→ **Your objective**: The word "JSON" occurs in some lines of the listing. Copy those lines.

→ **Input data**:
**********
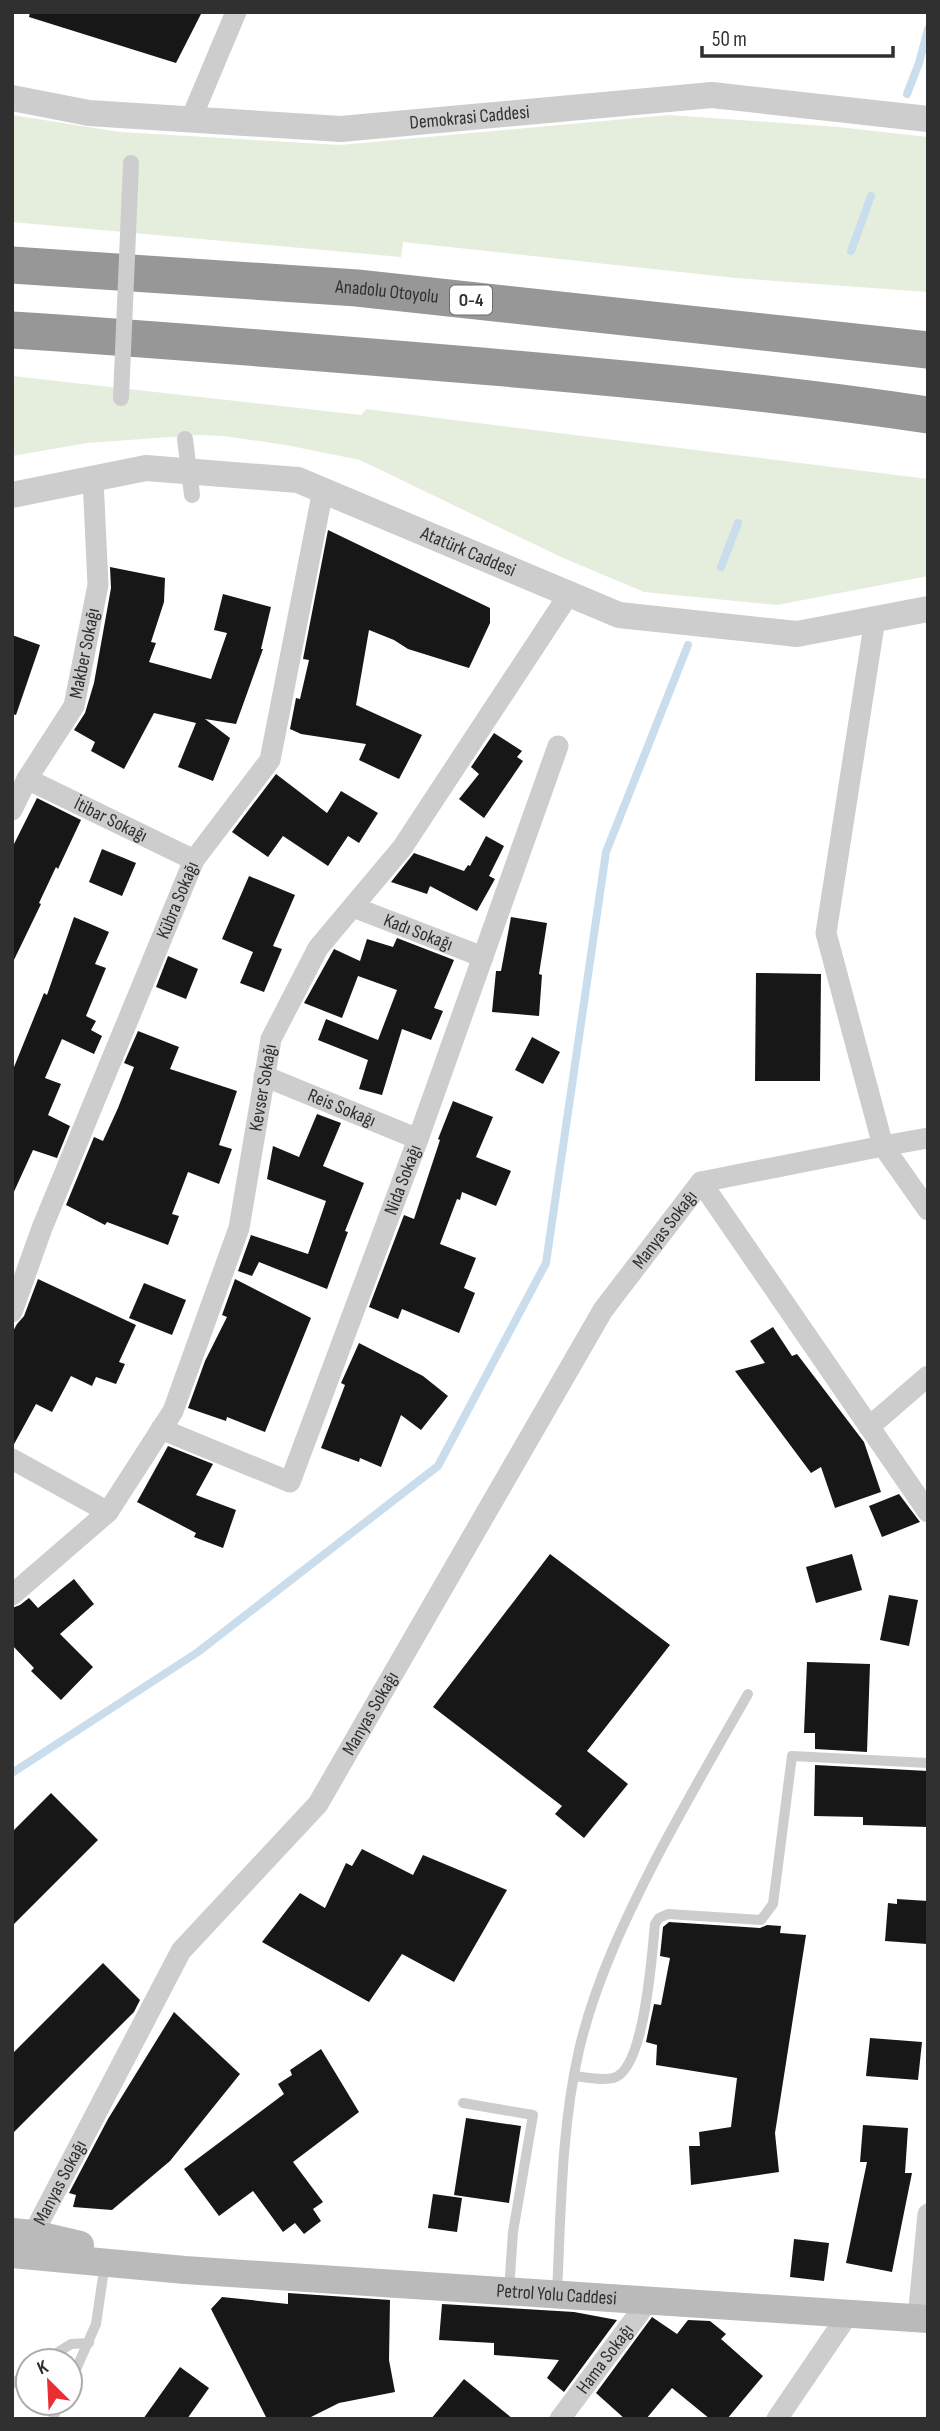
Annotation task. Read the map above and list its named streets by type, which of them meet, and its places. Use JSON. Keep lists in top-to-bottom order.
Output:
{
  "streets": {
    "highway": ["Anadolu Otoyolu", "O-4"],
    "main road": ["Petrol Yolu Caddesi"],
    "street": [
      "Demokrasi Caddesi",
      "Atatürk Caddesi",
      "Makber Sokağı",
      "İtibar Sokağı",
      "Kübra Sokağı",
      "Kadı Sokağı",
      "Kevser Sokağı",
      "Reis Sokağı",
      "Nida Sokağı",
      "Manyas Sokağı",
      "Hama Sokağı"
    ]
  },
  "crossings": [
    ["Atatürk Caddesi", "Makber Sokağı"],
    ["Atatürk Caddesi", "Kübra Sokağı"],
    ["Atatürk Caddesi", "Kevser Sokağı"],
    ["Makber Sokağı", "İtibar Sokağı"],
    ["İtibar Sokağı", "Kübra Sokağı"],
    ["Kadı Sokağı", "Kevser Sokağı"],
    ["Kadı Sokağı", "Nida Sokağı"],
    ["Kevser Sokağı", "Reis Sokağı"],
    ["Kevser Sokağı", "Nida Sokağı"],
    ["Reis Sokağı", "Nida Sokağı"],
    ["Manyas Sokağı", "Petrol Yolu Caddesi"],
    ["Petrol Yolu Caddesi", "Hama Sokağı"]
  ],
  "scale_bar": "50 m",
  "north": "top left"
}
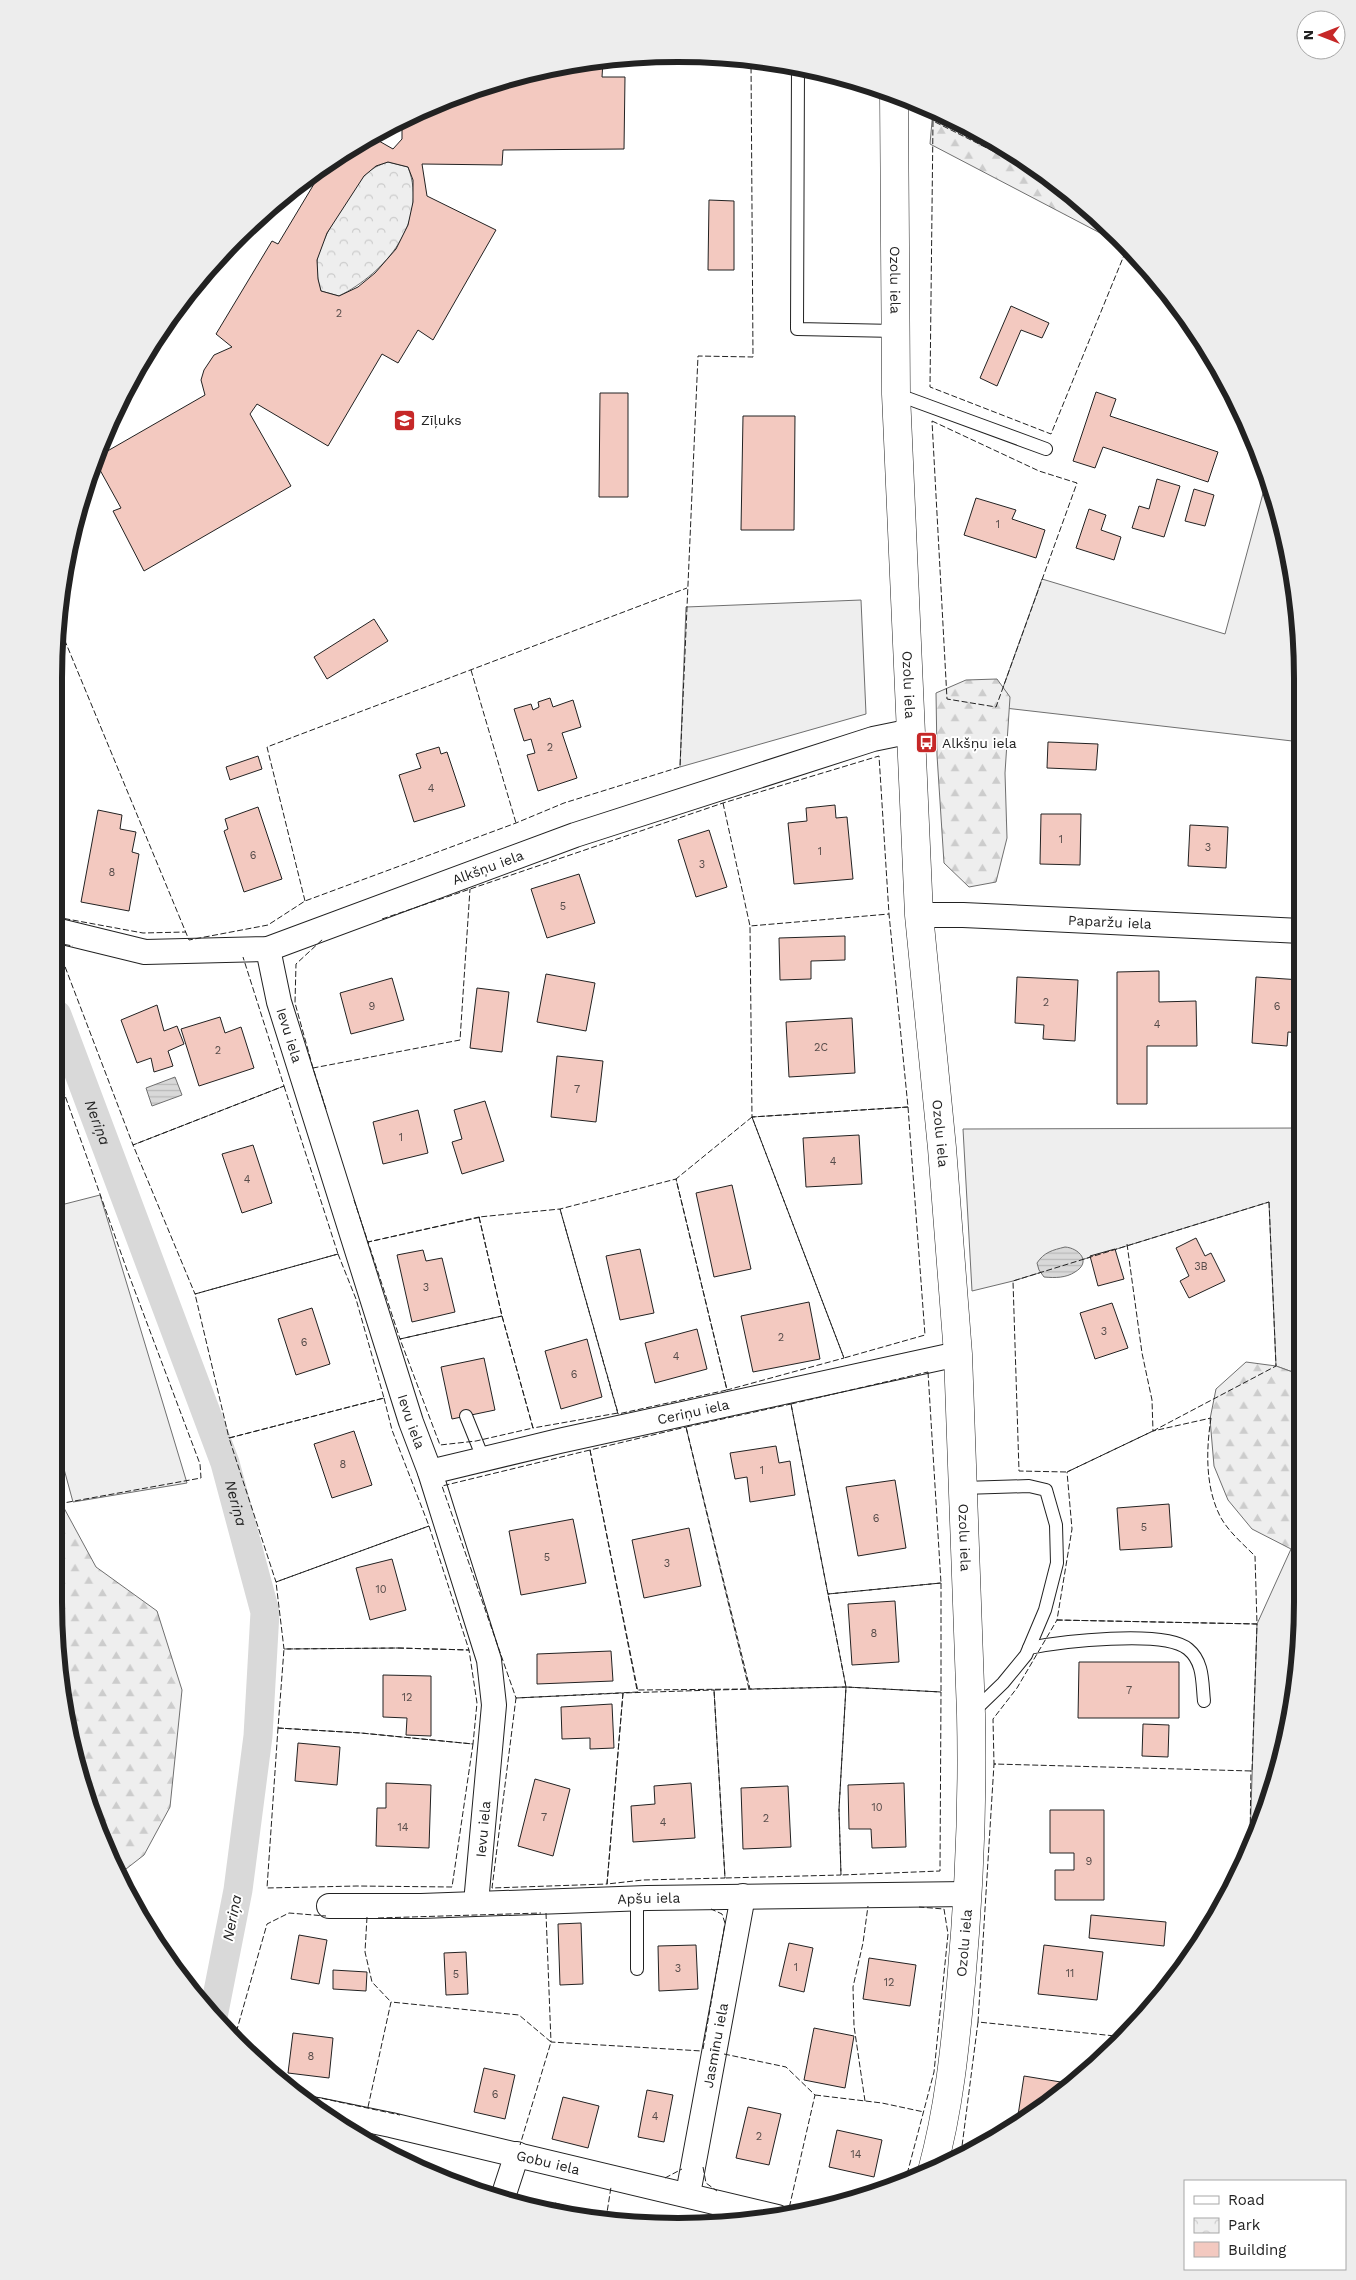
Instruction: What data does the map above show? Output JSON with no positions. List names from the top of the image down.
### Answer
**********
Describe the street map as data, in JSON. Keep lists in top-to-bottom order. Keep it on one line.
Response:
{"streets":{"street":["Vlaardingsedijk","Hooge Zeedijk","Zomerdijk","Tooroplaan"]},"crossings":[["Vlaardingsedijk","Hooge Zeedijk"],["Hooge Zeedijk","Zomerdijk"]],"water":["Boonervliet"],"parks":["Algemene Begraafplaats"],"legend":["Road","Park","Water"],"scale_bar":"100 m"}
**********
→ **Final answer**:
Annotation task. Read the map above and list its named streets by type, which of them meet, and its places. Use JSON. Keep lists in top-to-bottom order.
Instruction: What data does the map above show? Output JSON with no positions. List names from the top of the image down.
Describe the street map as data, in JSON. Keep lists in top-to-bottom order. Keep it on one line.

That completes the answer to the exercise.